▸ **Required work**:
Go through the listing below and show each line that has the word "Keep".

▸ **Task input**:
+---+

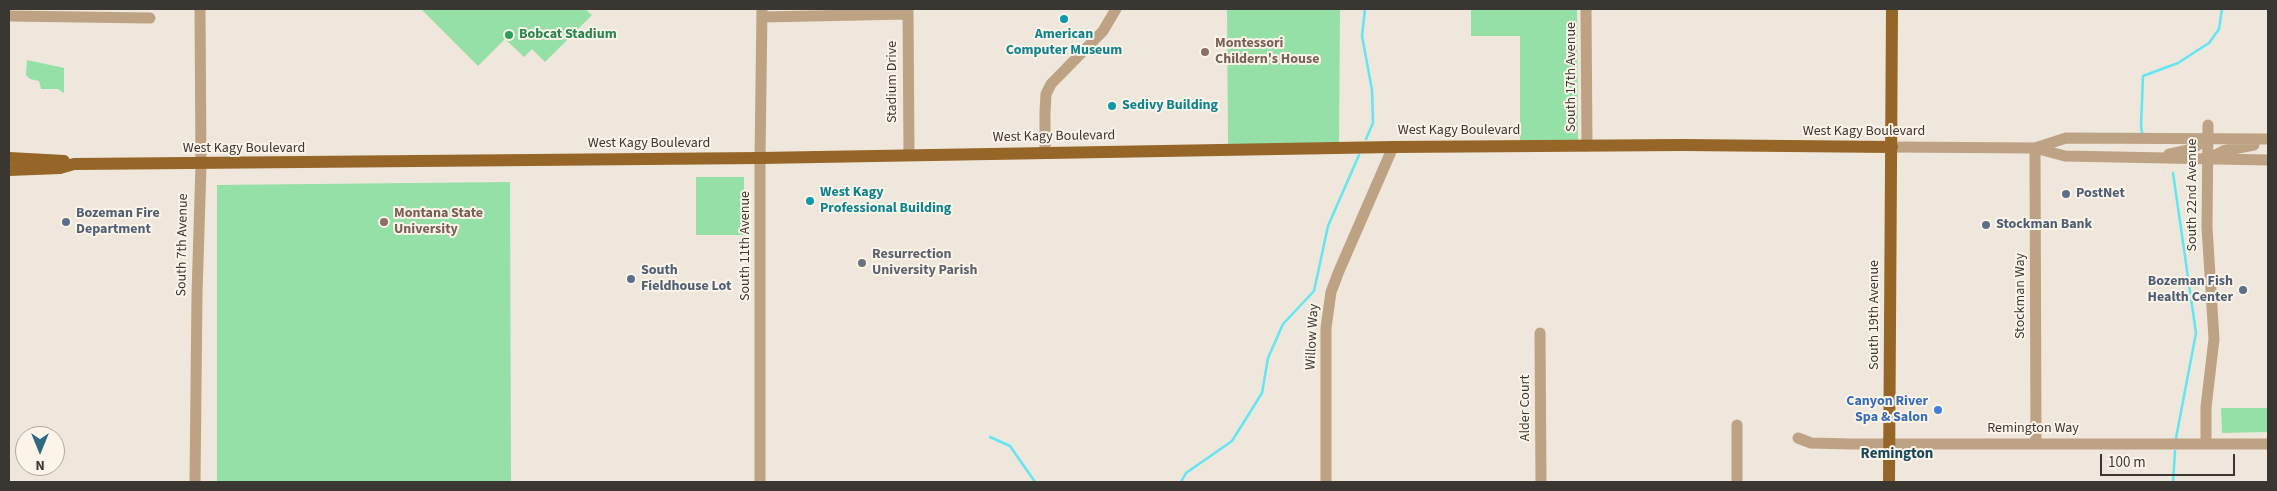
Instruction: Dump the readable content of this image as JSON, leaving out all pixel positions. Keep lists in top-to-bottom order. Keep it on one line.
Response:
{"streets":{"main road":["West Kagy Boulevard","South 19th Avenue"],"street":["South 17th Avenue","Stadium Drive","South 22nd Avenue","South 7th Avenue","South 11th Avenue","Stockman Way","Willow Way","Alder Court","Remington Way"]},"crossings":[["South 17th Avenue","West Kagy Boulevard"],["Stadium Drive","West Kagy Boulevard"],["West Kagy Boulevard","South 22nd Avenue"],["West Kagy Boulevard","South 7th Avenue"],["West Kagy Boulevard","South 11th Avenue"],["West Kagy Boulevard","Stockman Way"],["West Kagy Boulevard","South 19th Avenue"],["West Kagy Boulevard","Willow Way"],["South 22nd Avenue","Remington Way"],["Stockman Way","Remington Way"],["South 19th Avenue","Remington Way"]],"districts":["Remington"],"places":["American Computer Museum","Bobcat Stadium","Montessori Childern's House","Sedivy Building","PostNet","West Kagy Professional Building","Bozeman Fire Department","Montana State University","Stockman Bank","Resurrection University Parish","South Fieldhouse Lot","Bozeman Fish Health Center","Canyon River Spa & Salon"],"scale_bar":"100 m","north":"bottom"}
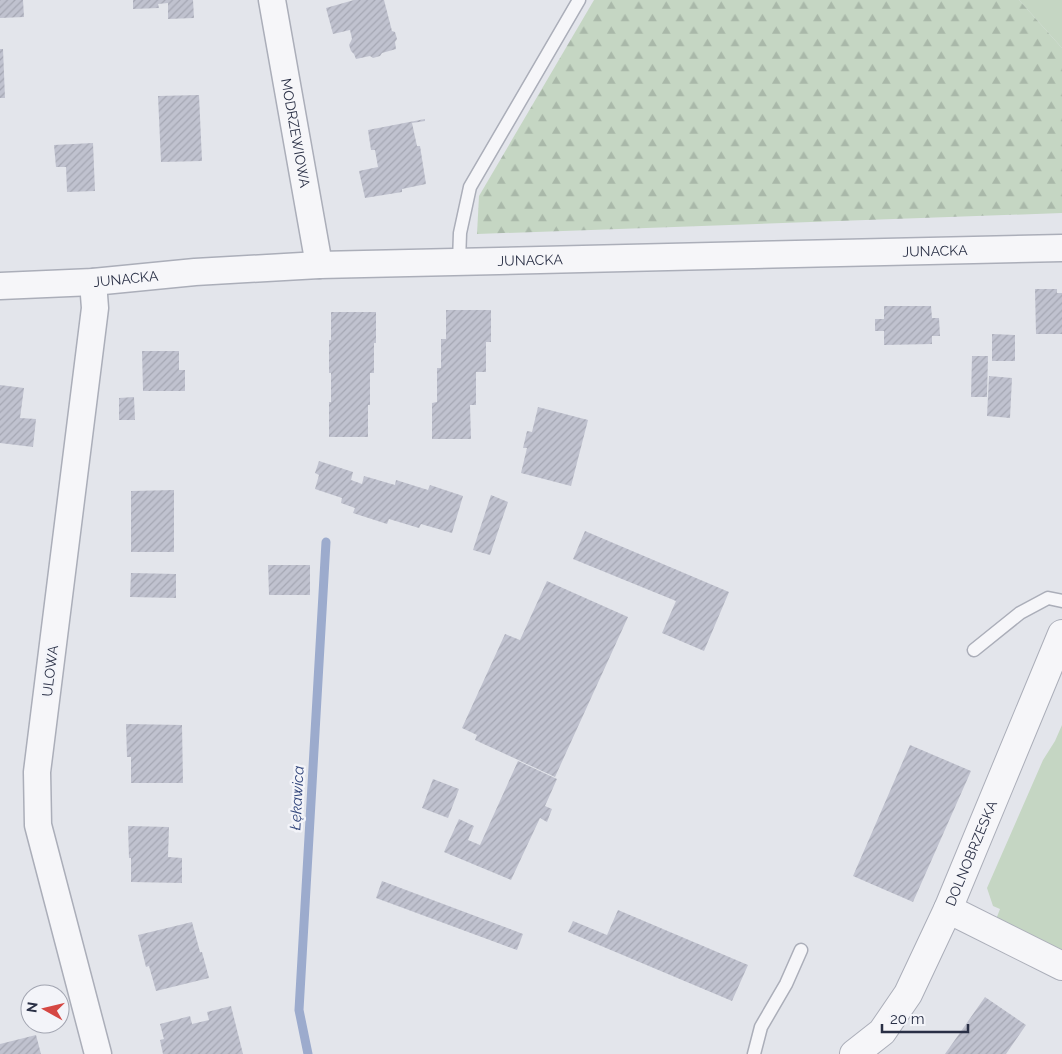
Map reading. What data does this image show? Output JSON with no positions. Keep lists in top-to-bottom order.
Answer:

+---+

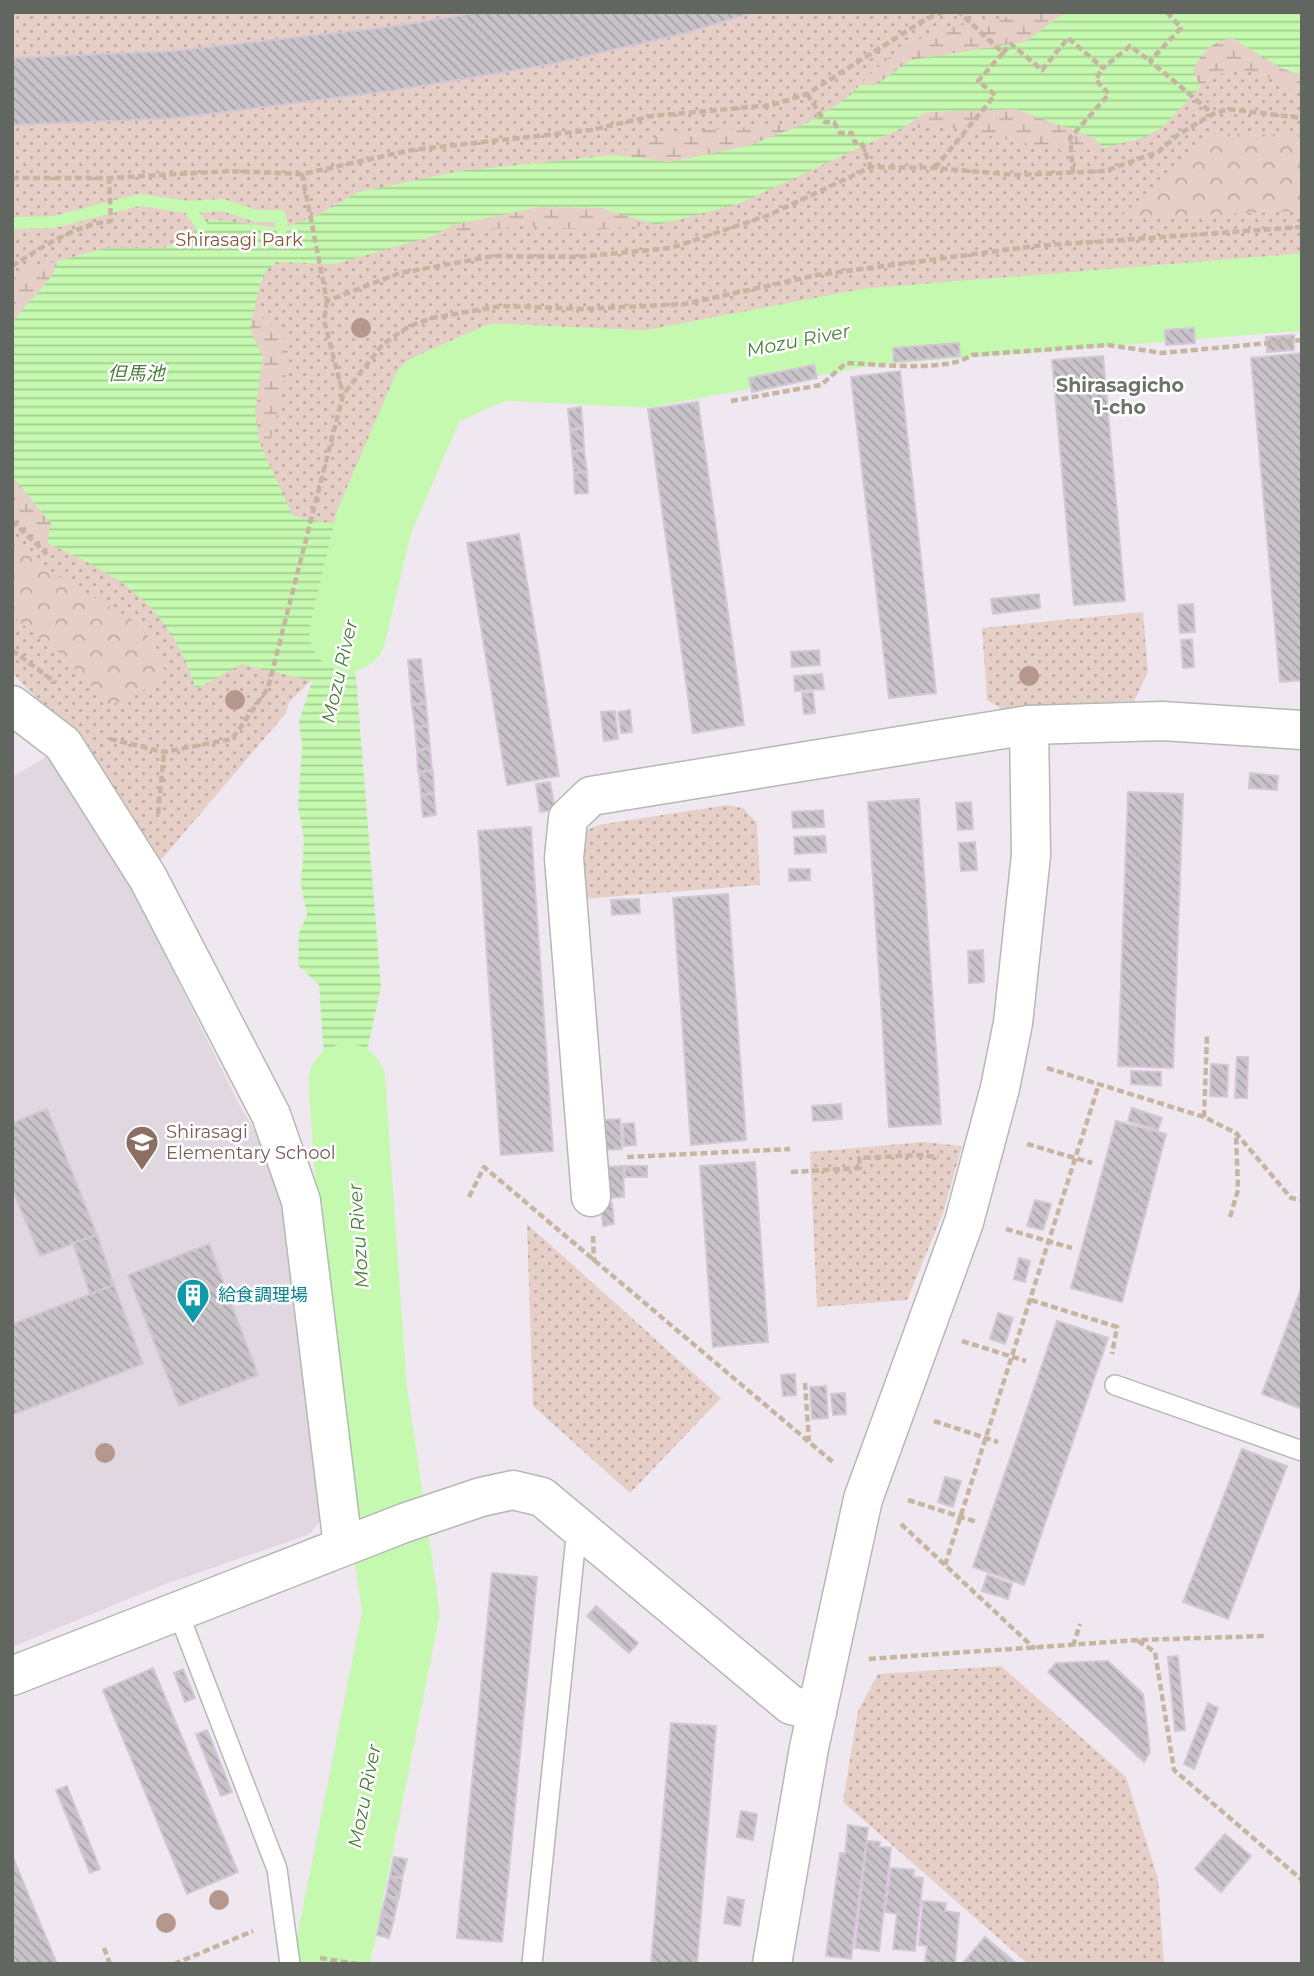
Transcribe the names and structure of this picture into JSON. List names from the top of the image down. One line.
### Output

+---+

▸ **Expected output**:
Instruction: Dump the readable content of this image as JSON, leaving out all pixel positions. Keep lists in top-to-bottom order. Keep it on one line.
Map reading. What data does this image show? Output JSON with no positions. Keep lists in top-to-bottom order.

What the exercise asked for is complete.